**REQUIRED WORK:** Search the records below for the word "label". Copy each line where it occurs.

Collection entries:
○ ○ ○

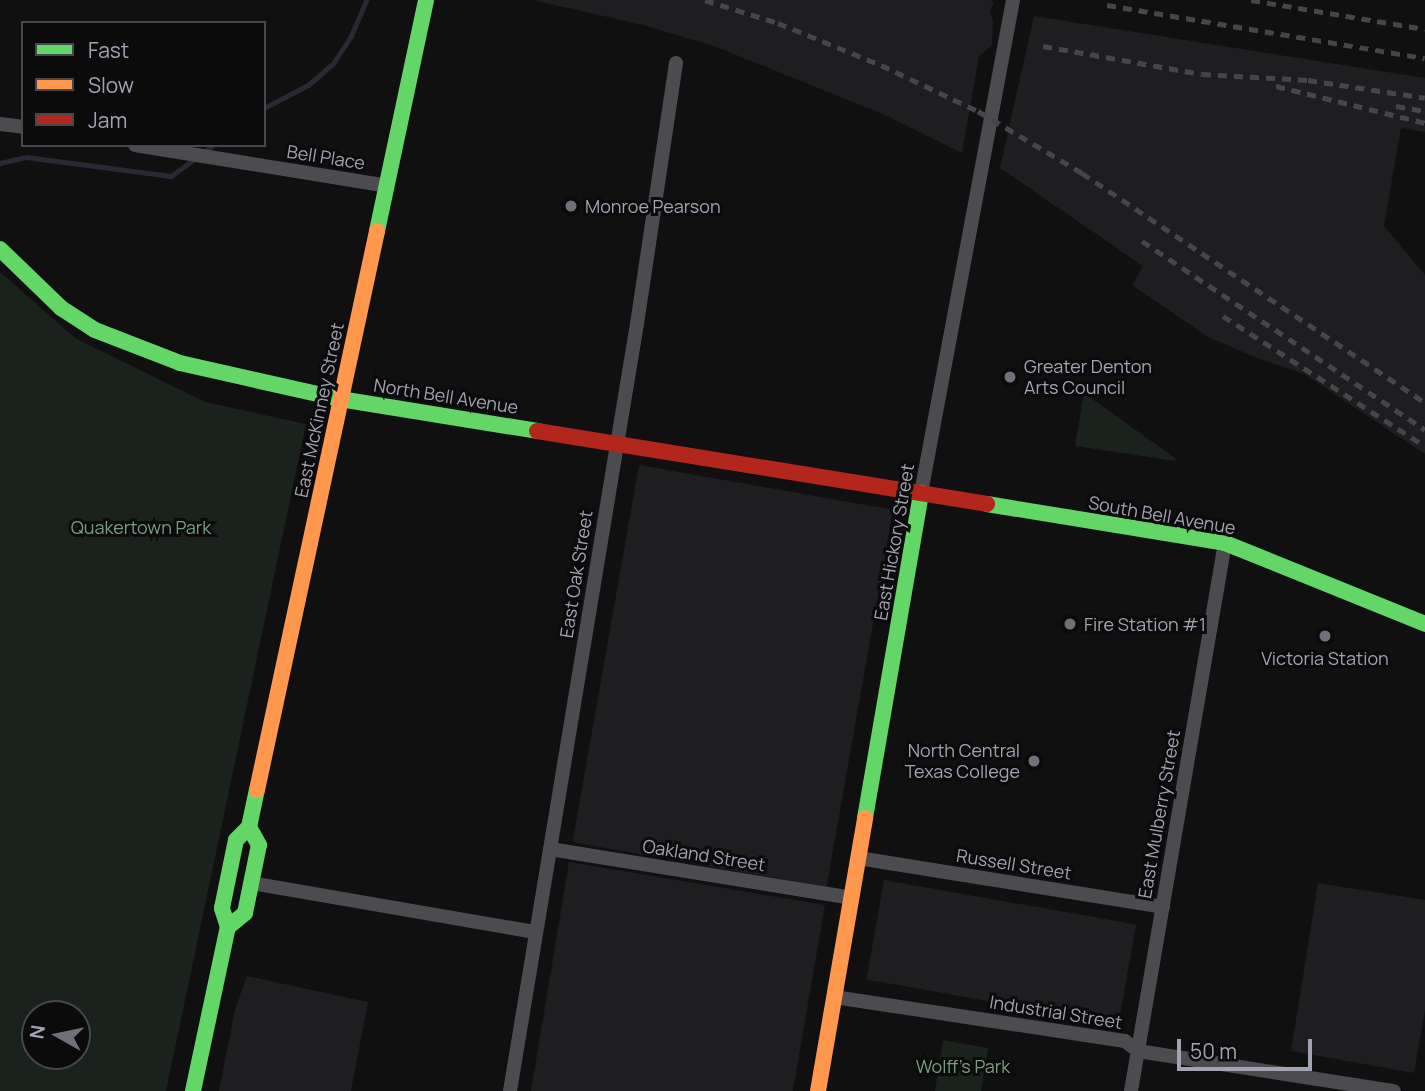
<!DOCTYPE html>
<meta charset="utf-8">
<style>
body{margin:0}
#map{position:relative;width:1425px;height:1091px;overflow:hidden;background:#101011;font-family:Manrope,sans-serif}
div>[style]{position:absolute}
.built>*{inset:0;background:#1e1d1f;transform-origin:0 0}
.green>*{inset:0;background:#1b211d}
.stream>*{height:5px;margin:-2.5px;padding:0 2.5px;transform-origin:2.5px;border-radius:2.5px;background:#272a33}
.street>*{height:14px;margin:-7px;padding:0 7px;transform-origin:7px;border-radius:7px;background:#4b4b50}
.fast>*{height:16px;margin:-8px;padding:0 8px;transform-origin:8px;border-radius:8px;background:#63d668}
.slow>*{height:16px;margin:-8px;padding:0 8px;transform-origin:8px;border-radius:8px;background:#ff974d}
.jam>*{height:16px;margin:-8px;padding:0 8px;transform-origin:8px;border-radius:8px;background:#b3261e}
.rail>*{height:5px;margin-top:-2.5px;transform-origin:0;background:repeating-linear-gradient(90deg,#46464a 0 9px,transparent 0 16px)}
.dots>*{width:19px;height:19px;translate:-50% -50%;box-sizing:border-box;border:4px solid #0b0b0c;border-radius:50%}
span{translate:-50% -50%;white-space:nowrap;text-align:center;line-height:1.15;-webkit-text-stroke:6px #0b0b0c;paint-order:stroke}
.street-label{font-size:18px;color:#a2a3b2}
.poi-label{font-size:18px;color:#a2a3b2}
.left{translate:0 -50%;text-align:left}
.right{translate:-100% -50%;text-align:right}
.park-label{font-size:18px;color:#799c84}
.legend{position:absolute;left:21px;top:21px;width:245px;height:126px;box-sizing:border-box;background:#0b0b0c;border:2px solid #47484e;margin:0;padding:9px 12px;list-style:none;font-size:21px;color:#a2a3b2}
.legend li{display:flex;align-items:center;gap:14px;height:35px}
.legend b{width:35px;border:2px solid #47484e}
.north{position:absolute;left:21px;top:1000px;width:70px;height:70px;box-sizing:border-box;background:#0b0b0c;border:2px solid #47484e;border-radius:50%;rotate:279deg;font-size:19px;font-weight:700;line-height:28px;text-align:center;color:#a2a3b2}
.north::after{content:'';display:block;margin:auto;width:24px;height:32px;background:#6f707a;clip-path:polygon(50% 0,100% 100%,50% 72%,0 100%)}
.scale{position:absolute;left:1177px;top:1039px;width:135px;height:32px;box-sizing:border-box;border:4px solid #a2a3b2;border-top:0;padding-left:9px;font-size:21px;line-height:24px;white-space:nowrap;color:#a2a3b2;-webkit-text-stroke:5px #0b0b0c;paint-order:stroke}
</style>
<div id="map">
<div class="built">
<i style="clip-path:polygon(533px 0,990px 0,994px 2px,990px 11px,993px 22px,992px 45px,979px 56px,962px 153px,885px 115px,714px 46px,643px 25px)"></i>
<i style="clip-path:polygon(1034px 16px,1425px 78px,1425px 132px,1401px 128px,1384px 226px,1425px 275px,1425px 454px,1304px 374px,1260px 359px,1208px 337px,1132px 285px,1143px 266px,1000px 168px)"></i>
<i style="left:639px;top:465px;width:258px;height:383px;rotate:10deg"></i>
<i style="clip-path:polygon(569px 862px,825px 905px,793px 1091px,531px 1091px)"></i>
<i style="left:884px;top:880px;width:256px;height:101px;rotate:10deg"></i>
<i style="clip-path:polygon(1318px 883px,1425px 900px,1425px 1010px,1414px 1073px,1291px 1051px)"></i>
<i style="clip-path:polygon(247px 976px,368px 1002px,351px 1091px,219px 1091px,235px 1009px)"></i>
</div>
<div class="green">
<i style="clip-path:polygon(evenodd,0 272px,75px 338px,205px 402px,306px 424px,166px 1091px,0 1091px,0 272px,35px 1014px,77px 1014px,77px 1056px,35px 1056px,35px 1014px)"></i>
<i style="clip-path:polygon(1084px 393px,1175px 458px,1176px 461px,1075px 446px)"></i>
<i style="clip-path:polygon(943px 1040px,988px 1048px,981px 1091px,935px 1091px)"></i>
</div>
<div class="stream">
<i style="left:264px;top:108px;width:50px;rotate:-27.6deg"></i>
<i style="left:308px;top:85px;width:35px;rotate:-41deg"></i>
<i style="left:334px;top:62px;width:31px;rotate:-57deg"></i>
<i style="left:351px;top:36px;width:39px;rotate:-67deg"></i>
<i style="left:0;top:163px;width:27px;rotate:-13deg"></i>
<i style="left:26px;top:157px;width:146px;rotate:7.5deg"></i>
<i style="left:171px;top:176px;width:52px;rotate:-36.4deg"></i>
</div>
<div class="street">
<i style="left:0;top:124px;width:23px;rotate:7deg"></i>
<i style="left:135px;top:145px;width:255px;rotate:9.2deg"></i>
<i style="left:921px;top:493px;width:502px;rotate:-79.43deg"></i>
<i style="left:550px;top:849px;width:305px;rotate:9.2deg"></i>
<i style="left:858px;top:858px;width:309px;rotate:9.1deg"></i>
<i style="left:251px;top:883px;width:289px;rotate:9.8deg"></i>
<i style="left:834px;top:997px;width:294px;rotate:8.6deg"></i>
<i style="left:1125px;top:1041px;width:16px;rotate:38deg"></i>
<i style="left:1138px;top:1051px;width:259px;rotate:8.9deg"></i>
<i style="left:510px;top:1091px;width:777px;rotate:-80.6deg"></i>
<i style="left:637px;top:324px;width:264px;rotate:-81.5deg"></i>
<i style="left:1131px;top:1091px;width:556px;rotate:-80.27deg"></i>
</div>
<div class="fast">
<i style="left:377px;top:231px;width:236px;rotate:-78deg"></i>
<i style="left:0;top:249px;width:85px;rotate:44deg"></i>
<i style="left:61px;top:308px;width:40px;rotate:32.9deg"></i>
<i style="left:95px;top:330px;width:91px;rotate:21.2deg"></i>
<i style="left:180px;top:363px;width:164px;rotate:12.7deg"></i>
<i style="left:340px;top:399px;width:200px;rotate:9.2deg"></i>
<i style="left:987px;top:504px;width:241px;rotate:9.3deg"></i>
<i style="left:1225px;top:543px;width:216px;rotate:22deg"></i>
<i style="left:865px;top:818px;width:330px;rotate:-80.2deg"></i>
<i style="left:228px;top:927px;width:22px;rotate:-39deg"></i>
<i style="left:245px;top:913px;width:69px;rotate:-78.4deg"></i>
<i style="left:259px;top:845px;width:21px;rotate:-119deg"></i>
<i style="left:193px;top:1091px;width:168px;rotate:-78deg"></i>
<i style="left:228px;top:927px;width:20px;rotate:-108deg"></i>
<i style="left:222px;top:908px;width:69px;rotate:-78.4deg"></i>
<i style="left:236px;top:840px;width:18px;rotate:-45deg"></i>
<i style="left:249px;top:827px;width:38px;rotate:-78deg"></i>
</div>
<div class="slow">
<i style="left:257px;top:790px;width:572px;rotate:-77.88deg"></i>
<i style="left:818px;top:1091px;width:277px;rotate:-80.2deg"></i>
</div>
<div class="jam">
<i style="left:537px;top:431px;width:456px;rotate:9.2deg"></i>
</div>
<div class="rail">
<i style="left:705px;top:0;width:77px;rotate:17.5deg"></i>
<i style="left:778px;top:23px;width:111px;rotate:22.2deg"></i>
<i style="left:881px;top:65px;width:107px;rotate:25.4deg"></i>
<i style="left:978px;top:111px;width:121px;rotate:30.8deg"></i>
<i style="left:1082px;top:173px;width:413px;rotate:33.8deg"></i>
<i style="left:1251px;top:0;width:176px;rotate:9.5deg"></i>
<i style="left:1107px;top:5px;width:322px;rotate:9.5deg"></i>
<i style="left:1043px;top:46px;width:161px;rotate:10deg"></i>
<i style="left:1202px;top:74px;width:106px;rotate:3.2deg"></i>
<i style="left:1308px;top:80px;width:118px;rotate:8.7deg"></i>
<i style="left:1276px;top:86px;width:154px;rotate:13.9deg"></i>
<i style="left:1396px;top:106px;width:29px;rotate:10deg"></i>
<i style="left:1142px;top:241px;width:340px;rotate:33.7deg"></i>
<i style="left:1223px;top:316px;width:240px;rotate:32.8deg"></i>
</div>
<div class="dots">
<i style="left:571px;top:206px;background:#6f707a"></i>
<i style="left:1010px;top:377px;background:#6f707a"></i>
<i style="left:1070px;top:624px;background:#6f707a"></i>
<i style="left:1325px;top:636px;background:#6f707a"></i>
<i style="left:1034px;top:761px;background:#6f707a"></i>
</div>
<div class="street-label">
<span style="left:326px;top:157px;rotate:9deg">Bell Place</span>
<span style="left:446px;top:396px;rotate:9deg">North Bell Avenue</span>
<span style="left:319px;top:410px;rotate:-78deg">East McKinney Street</span>
<span style="left:1162px;top:515px;rotate:10deg">South Bell Avenue</span>
<span style="left:894px;top:542px;rotate:-80deg">East Hickory Street</span>
<span style="left:576px;top:574px;rotate:-81deg">East Oak Street</span>
<span style="left:1159px;top:814px;rotate:-80deg">East Mulberry Street</span>
<span style="left:704px;top:855px;rotate:9deg">Oakland Street</span>
<span style="left:1014px;top:864px;rotate:9deg">Russell Street</span>
<span style="left:1056px;top:1012px;rotate:9deg">Industrial Street</span>
</div>
<div class="poi-label">
<span class="left" style="left:585px;top:206px">Monroe Pearson</span>
<span class="left" style="left:1024px;top:377px">Greater Denton<br>Arts Council</span>
<span class="left" style="left:1084px;top:624px">Fire Station #1</span>
<span style="left:1325px;top:658px">Victoria Station</span>
<span class="right" style="left:1020px;top:761px">North Central<br>Texas College</span>
</div>
<div class="park-label">
<span style="left:141px;top:527px">Quakertown Park</span>
<span style="left:963px;top:1066px">Wolff’s Park</span>
</div>
<ul class="legend">
<li><b style="height:9px;background:#63d668"></b>Fast</li>
<li><b style="height:9px;background:#ff974d"></b>Slow</li>
<li><b style="height:9px;background:#b3261e"></b>Jam</li>
</ul>
<div class="north">N</div>
<div class="scale">50 m</div>
</div>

○ ○ ○

**TASK RESPONSE:**
.street-label{font-size:18px;color:#a2a3b2}
.poi-label{font-size:18px;color:#a2a3b2}
.park-label{font-size:18px;color:#799c84}
<div class="street-label">
<div class="poi-label">
<div class="park-label">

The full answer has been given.